A prominent theme of next year’s national elections, at both the presidential and congressional levels, is likely to be the reappearance of the deficit.

But the sound you just heard — of thousands of readers turning the page to find something more interesting to read about — tells the story. The average voter couldn’t care less about the deficit. What he or she really cares about is, first, national security, and second, economic growth.

And the average voter would be right. Even if this fiscal year’s deficit rises to $500 billion, that’s still less than 5 percent of gross domestic product, less than the Reagan deficits at their peak. And as we learned during the late 1980s and 1990s, economic growth, accompanied by spending restraint, is the best way to fight deficits.

Yes, future generations will be saddled with paying off the debt. But insofar as the debt is a result of the battle against terrorism, any consideration of future debt should be balanced by the recognition that our children and grandchildren will also inherit a priceless asset: freedom. We boomers, after all, are still paying off the debt racked up during nearly 30 years of Cold War.

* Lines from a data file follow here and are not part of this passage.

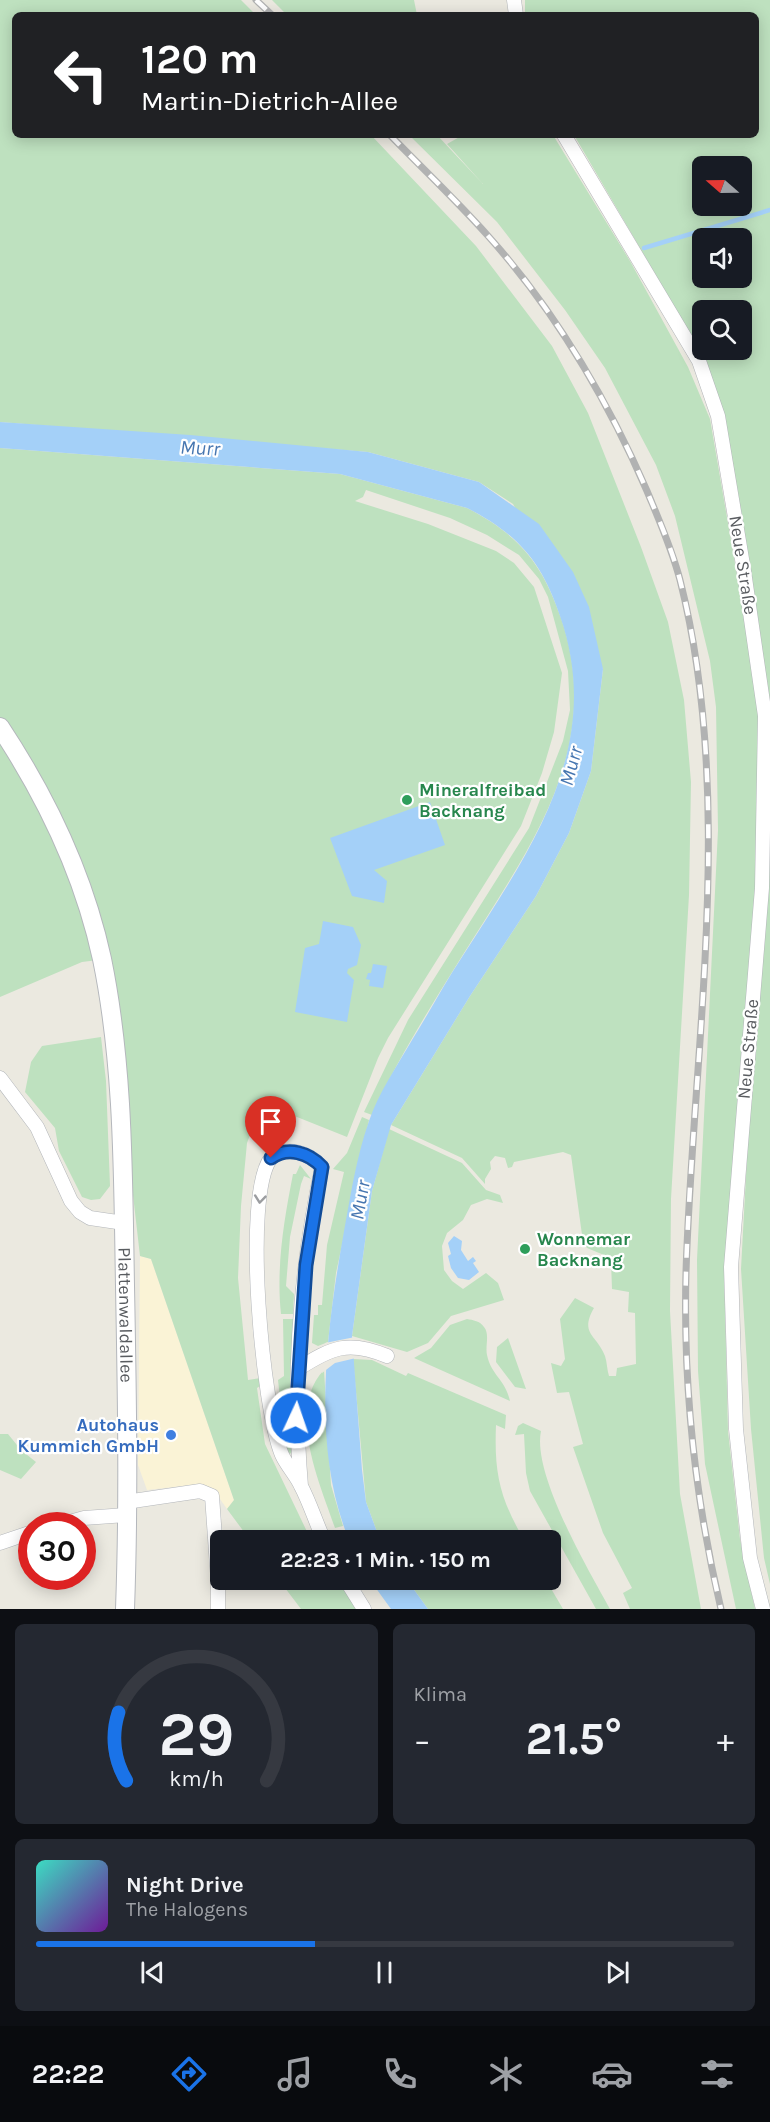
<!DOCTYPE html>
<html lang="de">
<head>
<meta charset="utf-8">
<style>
  body { margin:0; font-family:Karla,sans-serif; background:#242831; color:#f1f3f6; height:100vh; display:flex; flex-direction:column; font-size:22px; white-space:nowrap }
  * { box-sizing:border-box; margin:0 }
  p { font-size:20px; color:#9ea1a6 }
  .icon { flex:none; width:33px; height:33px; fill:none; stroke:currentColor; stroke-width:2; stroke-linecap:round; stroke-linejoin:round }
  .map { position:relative; height:1609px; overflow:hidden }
  .panel { display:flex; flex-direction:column; gap:15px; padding:15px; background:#0d0f14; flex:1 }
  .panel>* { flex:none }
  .top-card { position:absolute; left:12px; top:12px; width:747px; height:126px; border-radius:9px; box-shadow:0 3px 15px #0003; background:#202124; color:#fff; overflow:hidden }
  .needle { width:39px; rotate:290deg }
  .buttons { position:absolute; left:692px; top:156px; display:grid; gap:12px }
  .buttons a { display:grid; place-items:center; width:60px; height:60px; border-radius:9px; background:#171b24; box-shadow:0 3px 15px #0003; font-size:30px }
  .speed { position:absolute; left:18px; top:1512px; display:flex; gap:12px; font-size:30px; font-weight:700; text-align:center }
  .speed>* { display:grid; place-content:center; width:78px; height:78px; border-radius:50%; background:#171b24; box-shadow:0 3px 15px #0003; line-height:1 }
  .speed .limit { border:9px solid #d22; background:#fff; color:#111 }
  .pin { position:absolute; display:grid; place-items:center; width:51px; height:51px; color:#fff; margin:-62px -26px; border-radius:50% 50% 50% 0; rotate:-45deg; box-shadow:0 0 6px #0007 }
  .pin .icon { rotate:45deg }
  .me { position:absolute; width:66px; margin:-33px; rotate:3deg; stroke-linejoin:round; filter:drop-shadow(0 0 4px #0008) }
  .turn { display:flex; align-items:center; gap:21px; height:126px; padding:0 30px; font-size:27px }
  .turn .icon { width:78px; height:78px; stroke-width:2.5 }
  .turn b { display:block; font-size:42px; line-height:51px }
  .big { font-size:45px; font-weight:700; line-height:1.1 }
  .panel .widget { flex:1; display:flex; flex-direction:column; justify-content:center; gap:9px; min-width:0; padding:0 21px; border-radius:9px; background:#242831 }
  .panel .dial { align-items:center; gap:0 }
  .dial svg { height:156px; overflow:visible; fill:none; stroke:#363941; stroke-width:7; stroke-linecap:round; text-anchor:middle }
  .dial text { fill:#f1f3f6; stroke:none }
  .song { display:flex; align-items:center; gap:18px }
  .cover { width:72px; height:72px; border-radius:9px; background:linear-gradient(135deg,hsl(170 70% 55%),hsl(280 70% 35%)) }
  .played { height:6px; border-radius:3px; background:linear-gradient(90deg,#1a73e8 40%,#363941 40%) }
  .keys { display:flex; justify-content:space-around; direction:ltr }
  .heat { display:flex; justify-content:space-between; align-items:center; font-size:33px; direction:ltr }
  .panel .tiles { flex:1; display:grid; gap:15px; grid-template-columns:1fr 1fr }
  .widget:last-child { grid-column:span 2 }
  .trip { position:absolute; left:210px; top:1530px; width:351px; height:60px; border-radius:9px; background:#171b24; box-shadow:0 3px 15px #0003; font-weight:700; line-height:60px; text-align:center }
  .tabs { display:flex; height:96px; justify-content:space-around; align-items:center; background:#090b0e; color:#9ea1a6 }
  .tabs .icon { width:42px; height:42px }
  .tabs .selected { color:#1a73e8 }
  .tabs b { font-size:27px; color:#f1f3f6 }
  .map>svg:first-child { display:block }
</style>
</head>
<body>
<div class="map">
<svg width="770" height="1609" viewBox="0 0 770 1609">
  <rect width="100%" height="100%" fill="#ebe9e0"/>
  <path fill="#faf3d6" d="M140,1256L151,1259L234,1500L227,1509L215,1492L200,1484L147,1490L138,1465Z"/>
  <path fill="#bee1bf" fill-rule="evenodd" d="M0,0H241L256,15H15V135H371L476,246L552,346L588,413L641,547L668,622L684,700L691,782L689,895L671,1199L670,1311L680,1494L701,1609H630L623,1593L632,1588L603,1533L573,1447L583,1444L569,1392L557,1393L551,1363L561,1366L565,1359L560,1319L575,1298L594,1308C579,1334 597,1335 605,1356C607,1362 607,1370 609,1376H616L617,1368L636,1364L635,1313L628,1312L629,1292L612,1289L611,1261H606L604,1255L587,1248L583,1242L571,1155L563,1152L514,1162L512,1167L508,1168L505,1158L495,1156L490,1162L491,1169L485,1179V1184L462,1158L391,1125L470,996L536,896L569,833L591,771L603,669L513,504L479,482L368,452L0,422Z
    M272,0H414L417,15H287Z
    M525,0H770V713L703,356L574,135H756V15H525ZM702,166H741V206H702ZM702,238H741V278H702ZM702,310H741V350H702Z
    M409,135H437L483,184L447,144L463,135H553L630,261L688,367L710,419L761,714L756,893L724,1267L728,1431L740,1539L755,1609H736L705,1464L698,1371L697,1260L718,830L716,707L710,661L675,516L656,465L605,368L565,310L497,222Z
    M0,448L340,474L467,508C519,535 542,563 561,618C607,751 525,854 459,961C428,1011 396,1062 372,1115L364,1112L408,1020L529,828L563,741L570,710L568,671L548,597L539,579L519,555L487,535L450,518L366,490L363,497L355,501L428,524L496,551L514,563L534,587L562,673L554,732L542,773L521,826L388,1038L378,1058L347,1137L262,1103L247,1143L241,1206L238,1278L248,1380L261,1378L263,1384L257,1388L265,1444L311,1540H250L227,1509L234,1500L151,1259L140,1256L106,959L82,962L0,997Z
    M770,728V1584L764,1558L751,1429L741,1269Z
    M101,1037L106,1081L110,1186L100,1199L91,1200L82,1197L59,1151L55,1128L25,1092L31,1062L42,1046Z
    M362,1117L369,1120L336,1273L328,1342L318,1346L312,1343L314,1315H318V1305H322L327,1245L344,1172L333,1169L347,1153Z
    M389,1129L462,1163L486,1190L500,1195L503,1203L487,1199L471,1205L463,1220L447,1233L442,1246L444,1270L452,1281L463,1289L486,1273L498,1283L504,1300L451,1316L428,1343L407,1352L352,1336L372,1191Z
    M300,1165L311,1179L304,1176L301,1184L290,1237L286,1286L294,1294L293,1314H281C276,1267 284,1220 293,1174H296Z
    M283,1319H294L289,1413L293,1450L290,1454L286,1451L278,1380L284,1376Z
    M467,1319C473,1320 480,1321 484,1327C490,1334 485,1346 487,1355C491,1375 505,1379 510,1401L414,1358L431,1348L450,1325Z
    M508,1338L526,1389L515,1387L496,1362L497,1347Z
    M353,1359L372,1360L406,1376L408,1373L506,1415L505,1429L496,1425C494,1474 500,1498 524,1540H380L366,1502Z
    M324,1370L331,1485L343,1526L335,1528C320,1484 286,1409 324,1370Z
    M523,1423L541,1431C532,1474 588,1569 610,1609H596L530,1491L526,1473L524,1434L515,1435L518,1426Z
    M0,1434H8L21,1450L36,1462L21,1479L0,1470Z
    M279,1580H337L358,1609H301Z
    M407,1580H546L563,1609H428Z"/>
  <path fill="#a4d0f8" d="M0,422L190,435L368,452L479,482L539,524L573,572L589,607L603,669L591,771L569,833L536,896L470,996L391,1125L372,1191L352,1336L362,1470L366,1502L380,1540H349C311,1448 326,1333 343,1237C350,1198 356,1158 369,1121C379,1092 397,1066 412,1040C429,1013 444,984 462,957C529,852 606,747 560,616C542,562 518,534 467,508L340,474L0,448Z
    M430,802L445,845L374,870L387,881L384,903L352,896L330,838Z
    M323,921L353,927L361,945L357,965L348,969L347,973L354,980L347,1022L295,1012L305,948L319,944Z
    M373,964L387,966L383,988L369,986L370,980L366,979L368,973H371Z
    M454,1236L462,1241L461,1250L468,1261L473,1257L476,1261L473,1263L479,1272L469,1280L458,1278L451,1268L448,1256L451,1254L448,1243Z
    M370,1580H407L428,1609H391Z"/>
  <path fill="#ebe9e0" d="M355,1337L356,1358L335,1363L322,1373L325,1343Z"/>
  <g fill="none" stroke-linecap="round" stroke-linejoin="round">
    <path stroke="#a4d0f8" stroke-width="4.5" d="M644,248L770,210"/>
    <g stroke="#b3b6ba" stroke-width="15">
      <path id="street" d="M514,0L516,15
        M564,135L699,361L718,416L744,571L765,716L762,888L731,1267L736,1429L750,1558L763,1609
        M0,1078L37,1127L71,1201L80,1212L90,1218L124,1223
        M298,1369C332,1347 349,1340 387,1356
        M301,1486C292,1380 300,1271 322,1167C309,1153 287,1145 271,1158C242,1195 263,1411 282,1455C287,1466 296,1475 301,1486C310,1503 316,1523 324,1540
        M126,1502L200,1491L212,1496L218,1580V1609
        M55,1526L84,1518L126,1515
        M0,1543L32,1532
        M346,1580L364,1609"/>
    </g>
    <g stroke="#b4b7bc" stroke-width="20">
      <g id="secondary">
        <path id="s1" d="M0,727C47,798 84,876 102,959C124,1066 123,1178 125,1286C127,1393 129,1501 125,1609"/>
      </g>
    </g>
    <use href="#street" stroke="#fff" stroke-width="14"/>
    <use href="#secondary" stroke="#fff" stroke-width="18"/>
    <g stroke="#b1b2b2" stroke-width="7">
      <path id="rail" d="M256,0L272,15
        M390,135C423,169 458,202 489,237C556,312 607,399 647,491C659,520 672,549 680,580C736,800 693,1047 686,1272C683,1385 695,1499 721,1609"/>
    </g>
    <use href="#rail" stroke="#fff" stroke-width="4.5" stroke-dasharray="14" stroke-linecap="butt"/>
  </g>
  <defs><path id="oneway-chevron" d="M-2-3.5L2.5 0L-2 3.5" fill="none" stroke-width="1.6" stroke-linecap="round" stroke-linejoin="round" transform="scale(1.5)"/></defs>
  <use stroke="#9b9da0" href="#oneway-chevron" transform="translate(260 1199) rotate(96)"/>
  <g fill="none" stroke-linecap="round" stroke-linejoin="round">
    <g stroke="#114b97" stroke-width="15">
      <path id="route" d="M271,1158C288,1146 309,1153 322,1167L306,1265L296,1418"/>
    </g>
    <use href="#route" stroke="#1a73e8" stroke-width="10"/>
  </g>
  <g fill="#2e9e5b" stroke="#fff" stroke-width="2">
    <circle cx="407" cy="800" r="6"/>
    <circle cx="525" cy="1249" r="6"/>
  </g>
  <circle fill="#3f7fe0" stroke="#fff" stroke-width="2" cx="171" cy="1435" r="6"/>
  <g text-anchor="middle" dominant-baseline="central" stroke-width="4.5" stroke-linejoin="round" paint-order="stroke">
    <g font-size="18" fill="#595c60" stroke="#fff">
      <text transform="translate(743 565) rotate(81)">Neue Straße</text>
      <text transform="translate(748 1049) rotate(-85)">Neue Straße</text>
      <text stroke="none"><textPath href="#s1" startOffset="612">Plattenwaldallee</textPath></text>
    </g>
    <g font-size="18" font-weight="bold" fill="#27864d" stroke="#fff" text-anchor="start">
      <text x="419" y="790">Mineralfreibad<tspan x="419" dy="21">Backnang</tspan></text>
      <text x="537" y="1239">Wonnemar<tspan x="537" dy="21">Backnang</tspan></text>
    </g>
    <g font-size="18" font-weight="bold" fill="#366cbe" stroke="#fff" text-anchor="end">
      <text x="159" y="1425">Autohaus<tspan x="159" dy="21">Kummich GmbH</tspan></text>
    </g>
    <g font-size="20" font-style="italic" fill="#4676b0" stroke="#fff">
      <text transform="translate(200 448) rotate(3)">Murr</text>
      <text transform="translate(571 766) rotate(-75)">Murr</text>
      <text transform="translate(360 1200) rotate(-80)">Murr</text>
    </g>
  </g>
</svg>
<div class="buttons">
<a><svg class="needle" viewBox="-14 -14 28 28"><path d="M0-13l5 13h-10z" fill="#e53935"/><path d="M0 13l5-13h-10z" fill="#9ea1a6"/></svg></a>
<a><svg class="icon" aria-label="sound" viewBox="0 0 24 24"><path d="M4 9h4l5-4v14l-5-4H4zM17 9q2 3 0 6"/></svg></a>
<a><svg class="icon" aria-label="search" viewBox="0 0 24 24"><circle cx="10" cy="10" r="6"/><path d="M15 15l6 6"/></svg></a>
</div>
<div class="speed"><div class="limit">30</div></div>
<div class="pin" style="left:271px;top:1158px;background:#d93025"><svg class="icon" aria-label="arrive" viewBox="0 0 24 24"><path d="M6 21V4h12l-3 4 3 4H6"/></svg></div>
<svg class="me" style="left:296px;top:1418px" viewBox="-20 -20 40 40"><circle r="17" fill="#1a73e8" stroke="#fff" stroke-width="3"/><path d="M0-11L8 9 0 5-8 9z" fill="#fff"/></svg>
<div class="trip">22:23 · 1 Min. · 150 m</div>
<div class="top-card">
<div class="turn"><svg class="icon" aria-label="left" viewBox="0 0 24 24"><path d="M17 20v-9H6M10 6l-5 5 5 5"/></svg><div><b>120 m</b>Martin-Dietrich-Allee</div></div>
</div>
</div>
<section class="panel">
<div class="tiles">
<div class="widget dial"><svg viewBox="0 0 100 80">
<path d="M14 69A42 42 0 1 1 86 69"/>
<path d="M14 69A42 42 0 0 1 10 34" stroke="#1a73e8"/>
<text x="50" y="56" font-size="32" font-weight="700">29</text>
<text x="50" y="72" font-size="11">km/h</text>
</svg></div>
<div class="widget"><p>Klima</p>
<div class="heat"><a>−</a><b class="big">21.5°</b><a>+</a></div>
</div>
<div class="widget">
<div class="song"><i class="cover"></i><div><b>Night Drive</b><p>The Halogens</p></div></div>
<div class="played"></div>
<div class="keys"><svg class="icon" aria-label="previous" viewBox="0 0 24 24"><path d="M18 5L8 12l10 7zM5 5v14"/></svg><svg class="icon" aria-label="pause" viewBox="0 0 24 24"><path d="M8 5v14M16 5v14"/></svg><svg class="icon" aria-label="next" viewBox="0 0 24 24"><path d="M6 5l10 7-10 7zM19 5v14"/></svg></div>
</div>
</div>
</section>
<nav class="tabs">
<b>22:22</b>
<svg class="icon selected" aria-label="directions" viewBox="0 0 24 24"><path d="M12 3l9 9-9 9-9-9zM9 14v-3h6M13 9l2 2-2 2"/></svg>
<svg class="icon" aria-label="music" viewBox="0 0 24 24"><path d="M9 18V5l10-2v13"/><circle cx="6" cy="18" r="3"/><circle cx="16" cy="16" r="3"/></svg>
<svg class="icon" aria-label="phone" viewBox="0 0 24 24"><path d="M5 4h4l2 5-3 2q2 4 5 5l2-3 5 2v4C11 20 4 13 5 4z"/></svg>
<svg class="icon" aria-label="climate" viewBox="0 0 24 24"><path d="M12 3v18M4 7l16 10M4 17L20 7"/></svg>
<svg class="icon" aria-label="car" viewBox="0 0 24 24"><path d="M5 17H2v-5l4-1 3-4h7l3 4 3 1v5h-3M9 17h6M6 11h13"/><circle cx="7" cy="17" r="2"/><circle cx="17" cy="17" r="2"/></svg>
<svg class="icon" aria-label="filters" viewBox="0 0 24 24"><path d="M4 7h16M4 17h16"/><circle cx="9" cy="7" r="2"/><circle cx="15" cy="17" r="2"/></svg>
</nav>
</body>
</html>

Nobody would now argue that the defense spending of that era was a poor investment, even if it involved lots of waste.

The surge in domestic spending is, to be sure, far more problematic. President Bush is getting grief from conservatives for signing into law, among other things, a $400 billion (over 10 years) Medicare prescription drug benefit and for failing to veto lots of pork-barrel spending. The Medicare reforms that Bush sought would come only in the distant future, if ever.

But let’s remember: In democratic politics, you often have to give something in order to get something, particularly when you become president under the conditions that Bush did. If he is failing fiscally, at least he’s failing in the right direction. He clearly understands that the task of leadership is not to take a meat cleaver to spending, but to persuade members of the public that they can get a better bang for their buck by spending their own money on themselves.

Gerald Ford, let us not forget, was the champion wielder of the veto pen in modern times, and look what it got him: dumped from office in 1976 in favor of Jimmy Carter, who promptly took the economy over a cliff.

The left points to the surpluses of the late Clinton years. But they were a happy accident, not a result of Clinton policy. (Until the late 1990s, in fact, Clinton budgeters were still predicting deficits as far as the eye could see.) The election of a Republican Congress in 1994 served as a natural check on the inclinations of a Democratic president, allowing the economy to recover and resume the boom unleashed by the Reagan revolution.

Alas, Clinton opposed most of the reforms that would have kept those boats floating even longer. His surpluses were almost bound to vanish at the first hint of recession, despite all those silly, straight-line projections of trillions in excess dollars over the next 10 years. And September 11 pushed an already faltering economy over yet another cliff.

What’s needed is reform of much of the underlying legislation that drives entitlement spending higher and higher, as well as fundamental change in the budget process. Let the left rail about deficits. Everybody understands that it is simply trying to spook Republicans into agreeing to a tax increase, after which excuses will be found to spend all of the new revenue — and then some.

The real test for Bush will be whether he stays the course on reform, rather than running a safe campaign touting the capture of Saddam and past tax cuts. Whichever party can persuade the public that it understands how to make the economy grow will own 2004. It will also be trusted to make fixes in the budget that will keep deficits from rising to truly dangerous levels. Deficits are but a symptom of deeper problems that can’t be fixed by a veto pen alone, and voters are smart enough to know it.

Detroit News columnist Thomas Bray is published on Sunday and Wednesday. He can be contacted at (313) 222-2544 and tbray@detnews.com.



To: Lizzie Tudor who wrote (2997)1/1/2004 12:48:02 PM
From: Lazarus_Long  Respond to of 90947
 
OMD and I thank you for the recognition and honor, Madam.